## [What you have to do]
Go through the records and copy each line where the word "Describe" occurs.

[Stored items]
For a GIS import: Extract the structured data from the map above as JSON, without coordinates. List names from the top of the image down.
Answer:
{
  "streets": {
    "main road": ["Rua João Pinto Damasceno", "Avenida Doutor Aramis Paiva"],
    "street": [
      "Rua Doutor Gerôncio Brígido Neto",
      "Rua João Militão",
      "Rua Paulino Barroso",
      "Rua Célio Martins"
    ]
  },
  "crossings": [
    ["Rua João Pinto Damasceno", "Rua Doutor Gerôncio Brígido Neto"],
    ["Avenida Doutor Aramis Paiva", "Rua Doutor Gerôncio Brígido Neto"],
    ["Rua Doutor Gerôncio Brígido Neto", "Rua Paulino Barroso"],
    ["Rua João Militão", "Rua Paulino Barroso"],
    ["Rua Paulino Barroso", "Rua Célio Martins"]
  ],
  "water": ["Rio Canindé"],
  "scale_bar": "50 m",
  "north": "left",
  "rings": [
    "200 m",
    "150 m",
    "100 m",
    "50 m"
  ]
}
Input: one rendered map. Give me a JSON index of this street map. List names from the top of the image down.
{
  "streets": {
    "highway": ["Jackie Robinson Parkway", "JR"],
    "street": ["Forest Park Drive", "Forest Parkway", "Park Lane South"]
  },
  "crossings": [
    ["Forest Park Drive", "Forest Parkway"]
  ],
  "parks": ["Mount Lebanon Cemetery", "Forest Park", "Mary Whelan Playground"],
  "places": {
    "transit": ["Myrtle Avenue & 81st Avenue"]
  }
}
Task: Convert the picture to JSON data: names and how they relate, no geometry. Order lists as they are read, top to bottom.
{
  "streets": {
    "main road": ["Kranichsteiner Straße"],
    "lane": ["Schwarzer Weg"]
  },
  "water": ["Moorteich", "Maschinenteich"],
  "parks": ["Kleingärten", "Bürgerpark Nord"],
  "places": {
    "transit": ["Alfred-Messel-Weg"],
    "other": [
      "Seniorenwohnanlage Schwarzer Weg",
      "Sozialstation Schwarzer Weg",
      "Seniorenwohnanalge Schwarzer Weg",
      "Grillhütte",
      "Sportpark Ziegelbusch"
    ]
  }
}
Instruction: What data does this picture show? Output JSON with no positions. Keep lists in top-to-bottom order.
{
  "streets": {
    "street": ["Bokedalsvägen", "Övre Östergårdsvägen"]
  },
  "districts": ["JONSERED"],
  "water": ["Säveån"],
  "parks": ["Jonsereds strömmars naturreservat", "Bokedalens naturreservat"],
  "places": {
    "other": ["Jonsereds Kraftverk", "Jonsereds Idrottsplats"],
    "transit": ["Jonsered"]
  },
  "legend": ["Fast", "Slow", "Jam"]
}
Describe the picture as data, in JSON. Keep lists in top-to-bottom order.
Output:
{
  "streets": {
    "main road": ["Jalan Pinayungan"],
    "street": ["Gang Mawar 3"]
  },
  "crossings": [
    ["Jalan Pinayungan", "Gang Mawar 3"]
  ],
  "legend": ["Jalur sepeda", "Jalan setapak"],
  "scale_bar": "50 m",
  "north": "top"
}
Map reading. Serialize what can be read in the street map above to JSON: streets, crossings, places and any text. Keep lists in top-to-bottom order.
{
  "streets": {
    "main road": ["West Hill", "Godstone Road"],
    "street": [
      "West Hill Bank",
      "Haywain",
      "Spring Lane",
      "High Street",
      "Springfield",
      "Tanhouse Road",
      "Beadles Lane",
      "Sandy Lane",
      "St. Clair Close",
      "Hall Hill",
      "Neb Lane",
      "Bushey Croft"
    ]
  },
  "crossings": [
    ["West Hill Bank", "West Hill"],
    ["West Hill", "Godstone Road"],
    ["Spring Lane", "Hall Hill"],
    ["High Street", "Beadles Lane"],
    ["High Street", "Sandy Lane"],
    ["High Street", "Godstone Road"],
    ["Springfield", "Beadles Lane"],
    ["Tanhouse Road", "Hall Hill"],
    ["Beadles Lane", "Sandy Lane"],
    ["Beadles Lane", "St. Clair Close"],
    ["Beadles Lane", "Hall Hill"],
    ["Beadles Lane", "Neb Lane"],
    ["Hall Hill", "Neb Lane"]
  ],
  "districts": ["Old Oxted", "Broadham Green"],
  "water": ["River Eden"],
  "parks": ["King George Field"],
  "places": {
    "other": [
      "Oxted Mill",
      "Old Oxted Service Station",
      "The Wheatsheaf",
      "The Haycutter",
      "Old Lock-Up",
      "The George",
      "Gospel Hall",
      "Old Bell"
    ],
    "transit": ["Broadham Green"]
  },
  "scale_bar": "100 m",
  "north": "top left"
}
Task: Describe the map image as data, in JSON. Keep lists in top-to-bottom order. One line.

## [Exercise response]
Describe the picture as data, in JSON. Keep lists in top-to-bottom order.
Task: Describe the map image as data, in JSON. Keep lists in top-to-bottom order. One line.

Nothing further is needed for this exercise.